L’effervescence a été telle, et l’impatience aussi, que personne n’est en mesure, ni même en droit, pourrait-on dire, d’attendre la décantation de tous ces éléments. Malgré tout, il faut tenter de faire la part des choses, distinguer l’essentiel du superflu, le permanent du factuel, le structurel du temporaire. Facile à dire… En plus de la lucidité, qui n’est pas donnée à tout le monde, il faut aussi faire preuve de ce courage nécessaire pour appeler les choses de leur nom.
ans quelques années, on oubliera le conjoncturel, comme cette énième et pitoyable crise d’égo née en France. Tôt ou tard, on reviendra à l’essentiel. Que l’on peut résumer en deux points, sans plus.
Le premier, c’est que le vaste pays qui s’étend de Marrakech à Taroudant, et qui a vu naître tant de grandes destinées, vit depuis trop longtemps dans une précarité qui a atteint les limites du tolérable. Ce constat est une blessure. Le séisme n’a fait que la rouvrir.
Certaines routes n’ont pas été réaménagées depuis l’époque de la «pacification». Et ce n’est pas peu dire. Demandez aux jeunes écoliers qui doivent emprunter plusieurs moyens de locomotion, entre les archaïques (mulet) et les modernes (moto, camion…) et marcher encore et encore, avant de rallier leurs écoles. Les distances pourtant courtes s’allongent à n’en pas finir…

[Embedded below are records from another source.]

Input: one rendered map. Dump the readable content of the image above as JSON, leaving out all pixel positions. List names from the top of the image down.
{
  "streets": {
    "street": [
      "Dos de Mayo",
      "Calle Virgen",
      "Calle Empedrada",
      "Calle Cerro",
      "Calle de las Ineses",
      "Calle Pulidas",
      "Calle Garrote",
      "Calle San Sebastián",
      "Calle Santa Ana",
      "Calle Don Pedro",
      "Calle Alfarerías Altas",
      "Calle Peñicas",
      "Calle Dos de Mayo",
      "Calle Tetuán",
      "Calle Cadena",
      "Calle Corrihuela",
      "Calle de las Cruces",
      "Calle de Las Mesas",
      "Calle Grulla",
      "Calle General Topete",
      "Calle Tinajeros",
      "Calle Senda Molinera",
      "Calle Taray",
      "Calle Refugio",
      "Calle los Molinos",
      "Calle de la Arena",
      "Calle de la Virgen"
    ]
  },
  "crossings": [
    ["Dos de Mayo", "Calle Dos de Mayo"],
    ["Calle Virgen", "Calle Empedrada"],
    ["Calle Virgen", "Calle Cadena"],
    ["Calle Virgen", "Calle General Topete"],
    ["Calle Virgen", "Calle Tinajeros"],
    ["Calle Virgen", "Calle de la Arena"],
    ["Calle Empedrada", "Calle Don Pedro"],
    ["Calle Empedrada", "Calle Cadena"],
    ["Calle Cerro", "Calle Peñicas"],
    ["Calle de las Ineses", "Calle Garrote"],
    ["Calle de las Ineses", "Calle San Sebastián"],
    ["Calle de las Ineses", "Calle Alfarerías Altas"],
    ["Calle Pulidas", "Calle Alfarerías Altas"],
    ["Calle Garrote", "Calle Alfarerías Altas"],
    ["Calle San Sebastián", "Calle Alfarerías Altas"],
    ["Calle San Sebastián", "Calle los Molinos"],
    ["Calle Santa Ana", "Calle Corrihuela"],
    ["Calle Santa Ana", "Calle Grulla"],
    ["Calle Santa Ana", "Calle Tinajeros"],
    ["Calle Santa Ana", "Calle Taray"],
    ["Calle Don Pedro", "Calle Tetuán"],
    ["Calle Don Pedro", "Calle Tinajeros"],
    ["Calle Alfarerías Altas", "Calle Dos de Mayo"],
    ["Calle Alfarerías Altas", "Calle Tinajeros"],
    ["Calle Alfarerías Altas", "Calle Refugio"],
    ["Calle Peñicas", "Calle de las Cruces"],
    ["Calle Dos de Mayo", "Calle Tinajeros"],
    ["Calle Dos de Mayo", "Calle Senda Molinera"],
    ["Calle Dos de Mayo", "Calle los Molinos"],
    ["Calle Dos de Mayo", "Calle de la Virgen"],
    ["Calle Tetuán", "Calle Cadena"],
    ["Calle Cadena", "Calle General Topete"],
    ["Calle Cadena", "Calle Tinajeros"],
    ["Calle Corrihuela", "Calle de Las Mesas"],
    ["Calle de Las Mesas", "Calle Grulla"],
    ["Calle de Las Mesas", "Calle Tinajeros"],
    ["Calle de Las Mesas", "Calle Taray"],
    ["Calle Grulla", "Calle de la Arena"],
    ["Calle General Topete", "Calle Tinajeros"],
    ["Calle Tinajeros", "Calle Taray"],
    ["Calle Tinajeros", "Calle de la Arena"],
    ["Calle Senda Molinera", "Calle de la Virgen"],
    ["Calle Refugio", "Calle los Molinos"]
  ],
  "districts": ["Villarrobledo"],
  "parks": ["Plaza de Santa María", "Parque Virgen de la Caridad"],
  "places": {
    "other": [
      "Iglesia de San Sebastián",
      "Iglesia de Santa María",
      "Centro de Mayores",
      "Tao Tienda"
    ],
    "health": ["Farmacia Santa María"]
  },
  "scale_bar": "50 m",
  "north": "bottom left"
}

Demandez aussi aux familles qui doivent «puiser» de l’eau potable à l’ancienne, du fond d’un puits qu’elles se partagent avec d’autres habitants du douar, sans pouvoir profiter des eaux d’un barrage hydroélectrique au pied de la montagne.
Voilà qui situe les attentes de la population du Haouz, que la tragédie du 8 septembre ne fera que démultiplier. Cette région a besoin d’un plan de développement global, qui place l’élément humain au cœur de l’ouvrage.

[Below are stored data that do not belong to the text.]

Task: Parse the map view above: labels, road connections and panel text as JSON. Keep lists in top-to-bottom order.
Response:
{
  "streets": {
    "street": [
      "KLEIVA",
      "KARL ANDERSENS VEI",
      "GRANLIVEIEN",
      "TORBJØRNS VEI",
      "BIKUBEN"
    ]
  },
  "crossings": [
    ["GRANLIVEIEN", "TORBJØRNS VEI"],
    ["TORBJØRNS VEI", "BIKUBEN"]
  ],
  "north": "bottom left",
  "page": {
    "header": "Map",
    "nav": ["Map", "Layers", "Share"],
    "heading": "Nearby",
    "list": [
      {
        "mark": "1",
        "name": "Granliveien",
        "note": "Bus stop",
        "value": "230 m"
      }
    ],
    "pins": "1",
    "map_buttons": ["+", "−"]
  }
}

L’Agence du Haut Atlas, dont la création est imminente, apportera peut-être un début de solution, de réponse.
La deuxième blessure profonde du séisme du Haouz touche à un point qui est à la jonction du matériel et du non matériel. Parmi les murs effondrés, certains emmagasinaient une partie de l’histoire du Maroc. C’est cette histoire qui a été endommagée, et par certains endroits effacée.
Prenez un site comme Tinmel, berceau de la civilisation almohade, dont la mosquée a été tant de fois restaurée au fil des siècles, et qu’il va encore une fois falloir restaurer.

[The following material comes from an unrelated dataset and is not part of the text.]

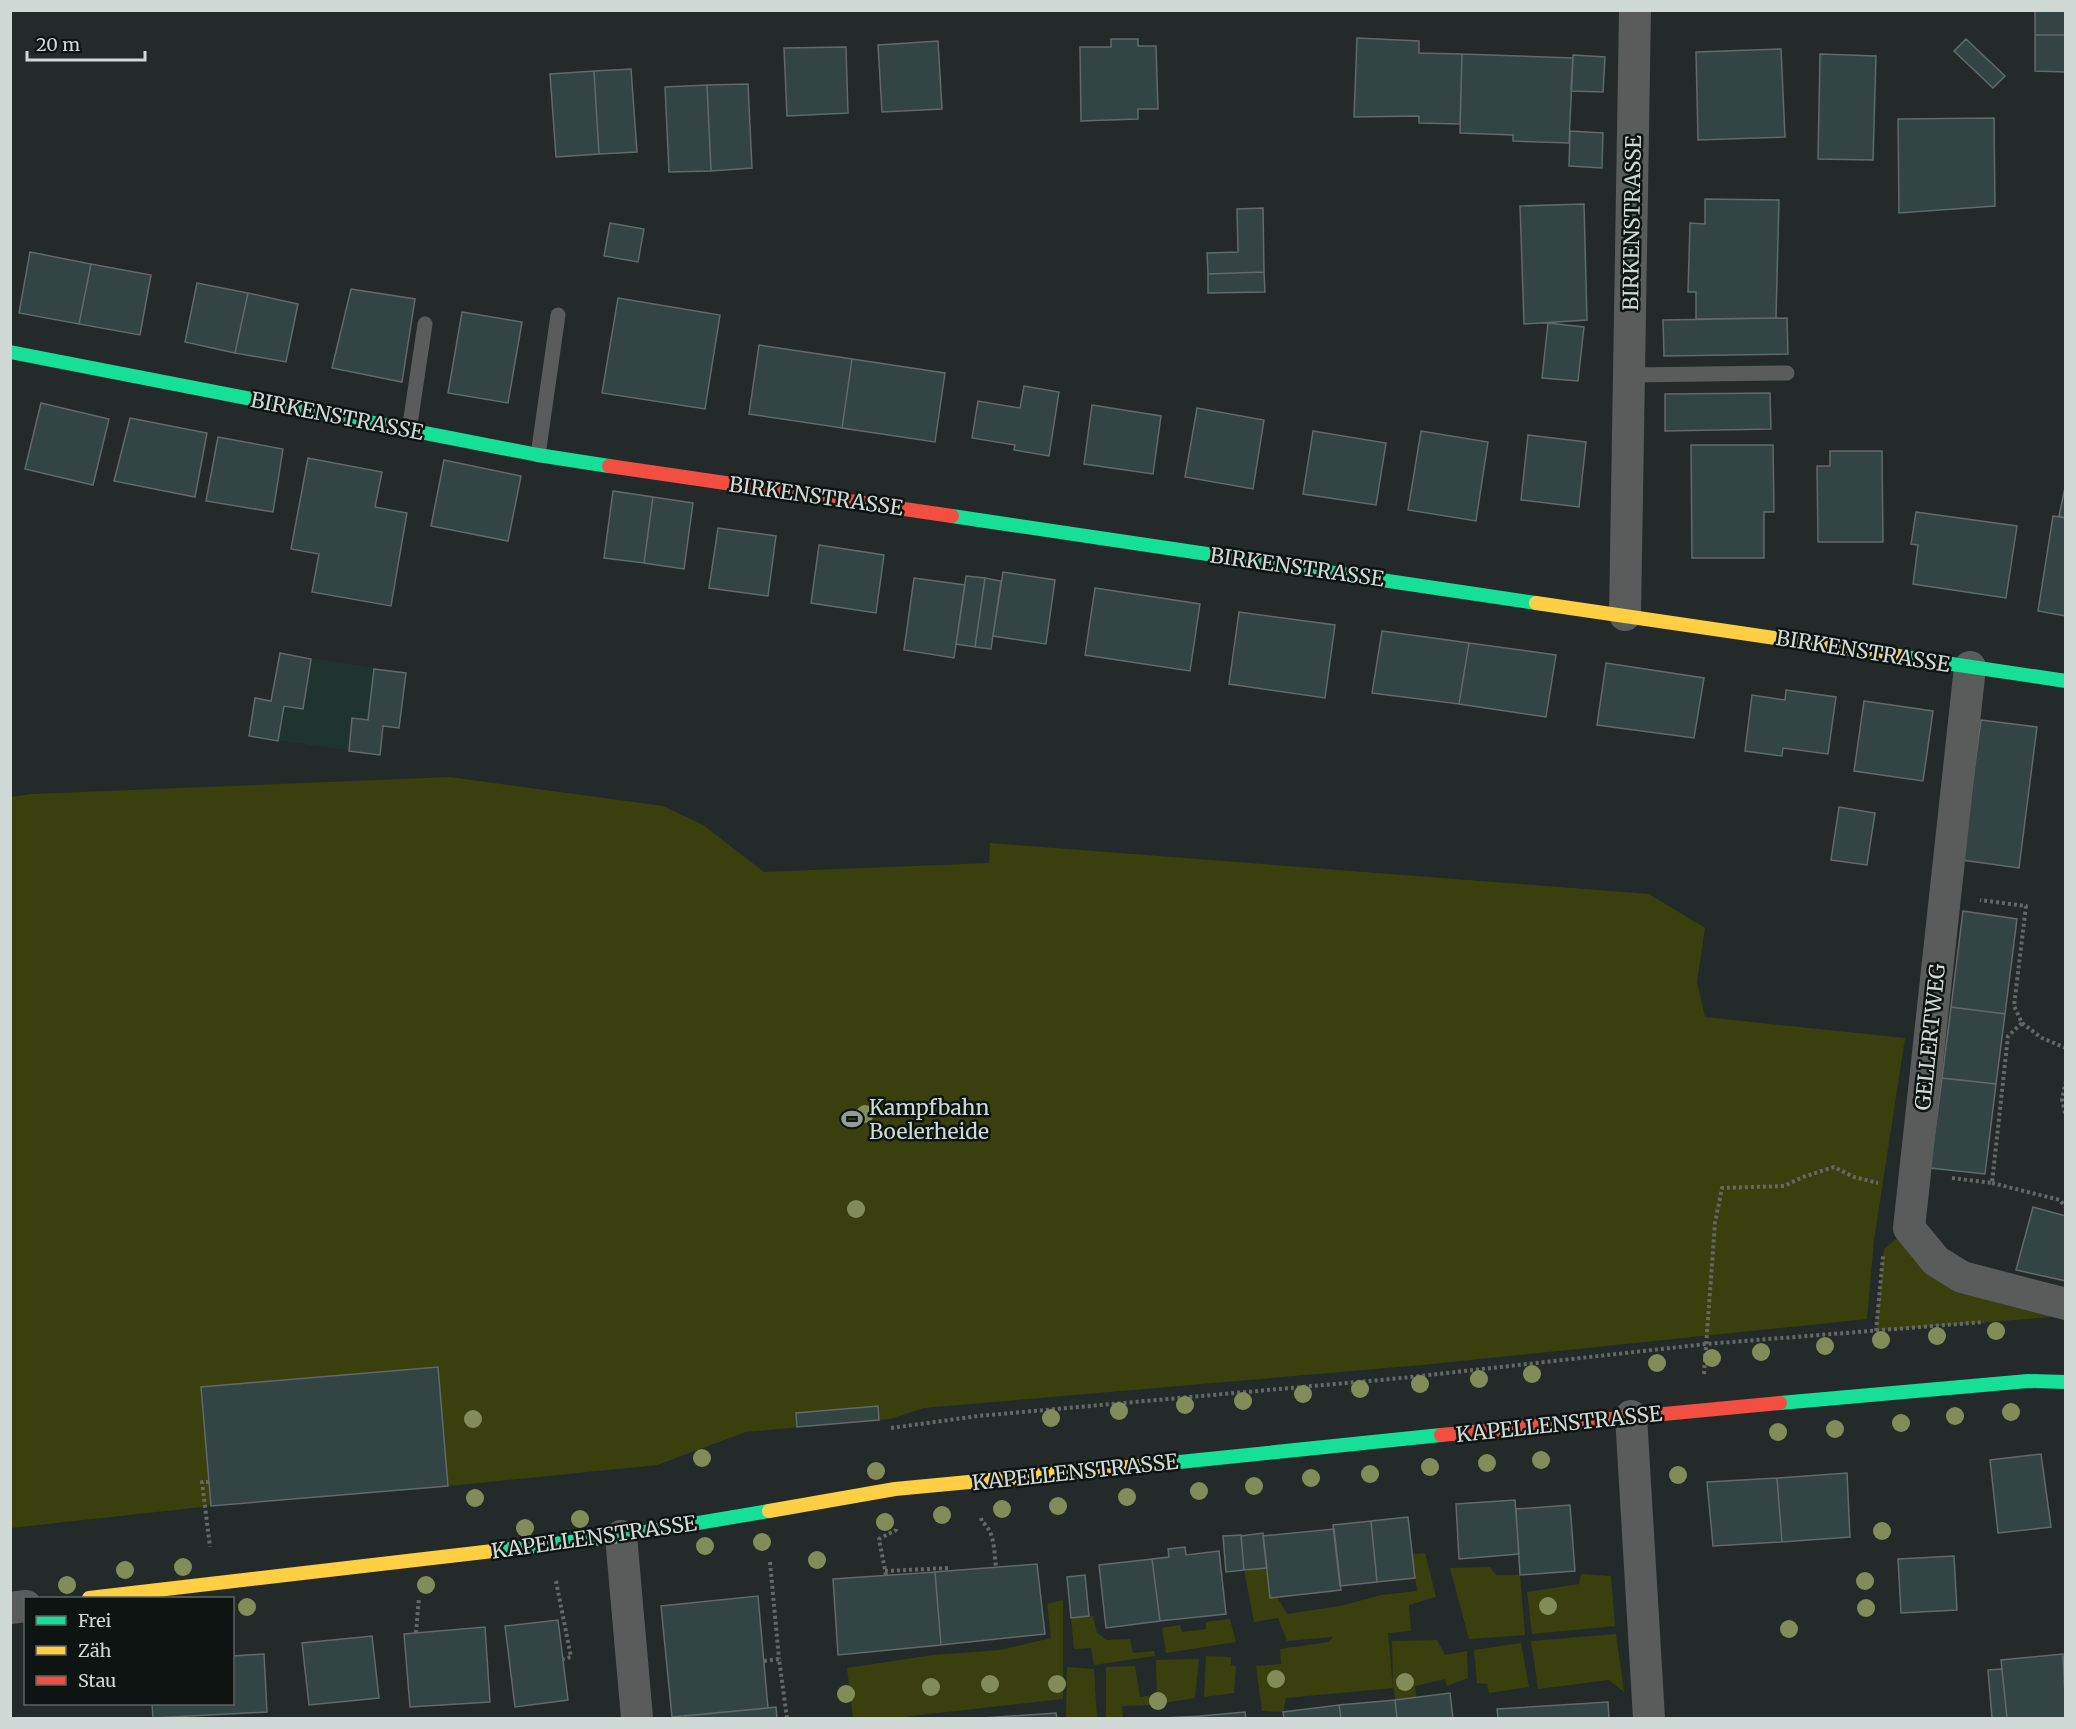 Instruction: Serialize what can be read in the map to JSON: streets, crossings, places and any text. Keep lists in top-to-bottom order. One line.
{"streets":{"street":["BIRKENSTRASSE","GELLERTWEG","KAPELLENSTRASSE"]},"crossings":[["BIRKENSTRASSE","GELLERTWEG"]],"places":{"sports":["Kampfbahn Boelerheide"]},"legend":["Frei","Zäh","Stau"],"scale_bar":"20 m"}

Mais derrière Tinmel, que de sites répertoriés ou non, que d’objets anciens, de pièces de monnaie, de bois, de métal, que de matériel ancestral, que de produits du terroir et de témoignages vivants du savoir faire des hommes et des femmes, de leur génie, de leur histoire, ont été brisés, ensevelis et perdus, en cette dramatique nuit du 8 au 9 septembre.
Ce n’est pas seulement la grande histoire qui est en péril, mais aussi les petites histoires, celles des gens ordinaires, ce qu’on appelle la mémoire. Cette blessure-là ne se fermera pas de sitôt. Elle continuera de saigner, au Haouz et ailleurs.
Il y a le mektoub, bien sûr, contre lequel personne ne peut rien. Le risque zéro n’existe pas. Mais il y a le reste, tout le reste, cette part variable, sur laquelle on peut agir pour réduire les dégâts et panser les blessures. Il faut préserver, sauvegarder, restaurer, réhabiliter, conserver, archiver, etc.
Cet effort, qui a été entamé, doit passer à une vitesse supérieure. C’est une priorité. Il faut sauver l’existant, déjà, avant de réinventer le disparu. Le drame du Haouz est une piqure de rappel.
En matière de catastrophes naturelles (séismes, inondations, éruptions volcaniques), le Japon est l’un des pays les plus touchés, les plus exposés. Ce qui ne l’a pas empêché de se développer mieux que les autres. Et de préserver sa mémoire comme un homme le ferait de la prunelle de ses yeux.